(Beginning of Supplied material)

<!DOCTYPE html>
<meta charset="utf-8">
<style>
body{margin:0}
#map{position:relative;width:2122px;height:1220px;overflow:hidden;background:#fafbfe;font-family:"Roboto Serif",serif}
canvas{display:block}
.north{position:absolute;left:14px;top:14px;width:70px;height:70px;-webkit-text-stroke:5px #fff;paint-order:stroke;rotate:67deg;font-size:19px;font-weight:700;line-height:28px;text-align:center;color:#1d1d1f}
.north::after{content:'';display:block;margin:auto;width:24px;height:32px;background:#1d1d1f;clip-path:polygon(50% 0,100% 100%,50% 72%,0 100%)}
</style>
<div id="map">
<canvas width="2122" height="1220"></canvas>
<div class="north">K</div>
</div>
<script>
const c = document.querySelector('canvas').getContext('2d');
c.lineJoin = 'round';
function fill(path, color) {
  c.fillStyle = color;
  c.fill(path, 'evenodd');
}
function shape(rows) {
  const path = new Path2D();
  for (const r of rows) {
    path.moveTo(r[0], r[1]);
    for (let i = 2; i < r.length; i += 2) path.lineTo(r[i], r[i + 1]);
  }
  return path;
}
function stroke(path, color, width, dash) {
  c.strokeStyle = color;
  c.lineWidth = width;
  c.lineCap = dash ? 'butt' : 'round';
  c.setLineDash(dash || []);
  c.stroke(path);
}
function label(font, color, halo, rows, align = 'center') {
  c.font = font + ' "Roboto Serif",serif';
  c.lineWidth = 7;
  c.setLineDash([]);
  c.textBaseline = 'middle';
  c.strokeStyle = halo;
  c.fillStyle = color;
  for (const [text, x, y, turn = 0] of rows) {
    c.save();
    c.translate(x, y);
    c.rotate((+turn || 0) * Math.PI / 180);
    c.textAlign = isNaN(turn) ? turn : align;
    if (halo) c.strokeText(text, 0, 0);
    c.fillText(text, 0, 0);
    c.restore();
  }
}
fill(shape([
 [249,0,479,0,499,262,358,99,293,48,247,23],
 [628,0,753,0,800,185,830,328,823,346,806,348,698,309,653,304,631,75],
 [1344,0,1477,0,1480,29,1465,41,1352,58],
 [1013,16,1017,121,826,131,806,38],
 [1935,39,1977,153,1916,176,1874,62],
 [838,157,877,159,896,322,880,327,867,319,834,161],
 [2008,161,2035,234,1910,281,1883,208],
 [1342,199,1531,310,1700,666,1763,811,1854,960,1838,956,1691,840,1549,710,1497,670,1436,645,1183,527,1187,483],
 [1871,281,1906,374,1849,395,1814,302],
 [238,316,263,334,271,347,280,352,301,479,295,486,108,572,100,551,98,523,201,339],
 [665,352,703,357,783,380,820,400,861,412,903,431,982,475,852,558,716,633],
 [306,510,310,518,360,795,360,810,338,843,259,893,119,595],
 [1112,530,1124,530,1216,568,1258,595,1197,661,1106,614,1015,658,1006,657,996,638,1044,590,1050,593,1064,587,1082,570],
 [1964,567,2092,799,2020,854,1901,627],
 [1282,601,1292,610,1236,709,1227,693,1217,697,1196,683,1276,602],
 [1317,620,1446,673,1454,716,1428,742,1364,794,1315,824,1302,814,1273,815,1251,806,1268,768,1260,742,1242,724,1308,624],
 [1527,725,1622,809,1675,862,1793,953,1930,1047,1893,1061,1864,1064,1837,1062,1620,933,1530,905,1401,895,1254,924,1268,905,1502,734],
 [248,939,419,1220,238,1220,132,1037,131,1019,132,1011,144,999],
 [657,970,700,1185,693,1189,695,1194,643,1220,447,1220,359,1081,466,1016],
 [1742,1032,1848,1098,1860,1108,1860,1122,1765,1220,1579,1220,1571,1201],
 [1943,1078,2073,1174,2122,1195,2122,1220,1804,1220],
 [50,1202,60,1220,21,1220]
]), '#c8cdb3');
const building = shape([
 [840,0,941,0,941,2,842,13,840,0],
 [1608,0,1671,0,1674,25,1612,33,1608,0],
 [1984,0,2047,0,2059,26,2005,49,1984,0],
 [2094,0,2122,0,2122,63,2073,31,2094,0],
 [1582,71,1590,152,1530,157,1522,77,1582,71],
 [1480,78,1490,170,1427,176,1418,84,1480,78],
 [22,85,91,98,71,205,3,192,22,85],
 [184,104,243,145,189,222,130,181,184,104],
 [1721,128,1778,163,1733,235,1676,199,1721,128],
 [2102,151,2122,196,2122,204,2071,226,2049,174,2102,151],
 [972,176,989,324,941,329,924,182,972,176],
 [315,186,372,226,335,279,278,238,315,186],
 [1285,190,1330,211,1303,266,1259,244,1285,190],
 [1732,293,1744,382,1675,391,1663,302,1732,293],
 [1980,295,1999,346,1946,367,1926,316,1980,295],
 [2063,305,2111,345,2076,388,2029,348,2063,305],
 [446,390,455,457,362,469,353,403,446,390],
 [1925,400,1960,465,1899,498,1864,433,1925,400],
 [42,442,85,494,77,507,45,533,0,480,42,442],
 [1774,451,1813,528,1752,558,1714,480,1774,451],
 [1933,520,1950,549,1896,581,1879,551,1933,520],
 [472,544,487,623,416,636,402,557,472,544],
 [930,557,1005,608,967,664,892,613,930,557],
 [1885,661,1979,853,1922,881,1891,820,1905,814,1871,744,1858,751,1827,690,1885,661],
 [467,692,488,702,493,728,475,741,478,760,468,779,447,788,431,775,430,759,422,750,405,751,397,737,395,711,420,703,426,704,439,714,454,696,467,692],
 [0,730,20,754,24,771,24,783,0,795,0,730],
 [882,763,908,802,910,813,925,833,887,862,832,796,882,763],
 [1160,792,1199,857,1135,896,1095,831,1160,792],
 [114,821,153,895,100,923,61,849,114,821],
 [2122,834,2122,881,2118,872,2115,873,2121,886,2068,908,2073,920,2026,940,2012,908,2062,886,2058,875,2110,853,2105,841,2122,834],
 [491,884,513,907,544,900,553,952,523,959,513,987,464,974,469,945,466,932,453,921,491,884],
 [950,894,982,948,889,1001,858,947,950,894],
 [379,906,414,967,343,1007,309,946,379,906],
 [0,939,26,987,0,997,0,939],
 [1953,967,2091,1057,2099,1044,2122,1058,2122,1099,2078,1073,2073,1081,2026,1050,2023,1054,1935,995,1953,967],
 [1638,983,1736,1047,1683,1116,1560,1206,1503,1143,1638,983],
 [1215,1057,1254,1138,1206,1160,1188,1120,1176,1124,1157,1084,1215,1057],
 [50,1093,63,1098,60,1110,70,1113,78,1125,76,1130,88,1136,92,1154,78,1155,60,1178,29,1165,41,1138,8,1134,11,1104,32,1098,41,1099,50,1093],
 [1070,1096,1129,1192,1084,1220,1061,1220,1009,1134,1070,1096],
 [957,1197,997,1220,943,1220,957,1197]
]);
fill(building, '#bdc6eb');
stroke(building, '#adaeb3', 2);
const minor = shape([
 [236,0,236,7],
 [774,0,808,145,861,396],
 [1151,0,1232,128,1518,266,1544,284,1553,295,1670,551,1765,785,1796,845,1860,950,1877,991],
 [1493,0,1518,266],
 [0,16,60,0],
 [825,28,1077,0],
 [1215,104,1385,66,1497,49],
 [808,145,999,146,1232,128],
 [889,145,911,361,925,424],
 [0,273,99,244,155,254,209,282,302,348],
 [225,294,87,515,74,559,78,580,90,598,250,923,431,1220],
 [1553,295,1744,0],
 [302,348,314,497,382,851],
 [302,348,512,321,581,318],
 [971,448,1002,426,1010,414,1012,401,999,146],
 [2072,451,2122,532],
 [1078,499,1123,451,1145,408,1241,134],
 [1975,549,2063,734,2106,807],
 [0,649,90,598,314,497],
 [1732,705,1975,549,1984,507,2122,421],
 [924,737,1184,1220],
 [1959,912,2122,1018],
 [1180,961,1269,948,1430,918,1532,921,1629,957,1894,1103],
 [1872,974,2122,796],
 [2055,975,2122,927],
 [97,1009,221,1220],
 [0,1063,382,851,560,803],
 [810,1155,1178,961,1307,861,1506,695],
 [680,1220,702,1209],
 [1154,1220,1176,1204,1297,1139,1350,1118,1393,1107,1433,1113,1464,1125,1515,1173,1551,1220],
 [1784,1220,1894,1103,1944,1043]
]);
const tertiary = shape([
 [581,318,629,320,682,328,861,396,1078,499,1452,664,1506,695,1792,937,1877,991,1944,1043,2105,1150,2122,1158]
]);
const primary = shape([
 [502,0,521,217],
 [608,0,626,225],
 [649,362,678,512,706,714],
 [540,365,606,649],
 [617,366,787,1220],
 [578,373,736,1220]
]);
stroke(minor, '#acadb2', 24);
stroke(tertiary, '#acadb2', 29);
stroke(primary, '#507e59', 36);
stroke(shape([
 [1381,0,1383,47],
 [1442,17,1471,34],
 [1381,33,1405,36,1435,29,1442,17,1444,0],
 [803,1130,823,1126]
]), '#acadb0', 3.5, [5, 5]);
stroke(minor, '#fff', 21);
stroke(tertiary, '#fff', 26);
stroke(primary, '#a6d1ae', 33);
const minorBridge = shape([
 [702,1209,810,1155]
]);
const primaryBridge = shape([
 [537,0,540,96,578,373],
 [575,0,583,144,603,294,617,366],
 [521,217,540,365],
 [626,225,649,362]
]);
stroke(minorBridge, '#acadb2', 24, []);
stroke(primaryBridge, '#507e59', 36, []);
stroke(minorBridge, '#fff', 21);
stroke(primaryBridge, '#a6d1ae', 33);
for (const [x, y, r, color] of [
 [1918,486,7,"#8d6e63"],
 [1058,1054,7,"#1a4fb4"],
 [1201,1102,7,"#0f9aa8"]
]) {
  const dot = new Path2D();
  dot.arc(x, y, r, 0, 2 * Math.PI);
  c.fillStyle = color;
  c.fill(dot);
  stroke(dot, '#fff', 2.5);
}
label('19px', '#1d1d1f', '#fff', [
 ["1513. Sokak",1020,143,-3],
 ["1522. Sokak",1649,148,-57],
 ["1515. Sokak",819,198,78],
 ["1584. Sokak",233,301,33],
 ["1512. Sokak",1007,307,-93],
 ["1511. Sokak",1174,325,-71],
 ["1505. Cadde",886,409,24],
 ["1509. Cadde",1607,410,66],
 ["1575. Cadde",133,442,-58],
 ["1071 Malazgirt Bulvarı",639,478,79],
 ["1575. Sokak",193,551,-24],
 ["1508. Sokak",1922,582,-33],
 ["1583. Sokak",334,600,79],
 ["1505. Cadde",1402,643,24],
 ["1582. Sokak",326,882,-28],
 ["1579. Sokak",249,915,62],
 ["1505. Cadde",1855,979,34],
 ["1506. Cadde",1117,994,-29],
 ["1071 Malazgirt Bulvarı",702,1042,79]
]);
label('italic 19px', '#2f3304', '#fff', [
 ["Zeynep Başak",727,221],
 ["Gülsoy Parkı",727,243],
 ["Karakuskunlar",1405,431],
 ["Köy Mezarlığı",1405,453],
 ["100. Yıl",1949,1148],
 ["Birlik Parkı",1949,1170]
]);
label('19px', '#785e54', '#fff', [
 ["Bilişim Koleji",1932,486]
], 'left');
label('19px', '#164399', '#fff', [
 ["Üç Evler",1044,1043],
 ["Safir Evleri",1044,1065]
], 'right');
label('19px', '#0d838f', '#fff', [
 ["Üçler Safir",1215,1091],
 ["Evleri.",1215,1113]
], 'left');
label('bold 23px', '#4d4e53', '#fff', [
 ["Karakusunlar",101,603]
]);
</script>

(End of Supplied material)

Instructions to follow
State the number of lines in the data above that include the word "rotate", leaving out any other words.

Written response
2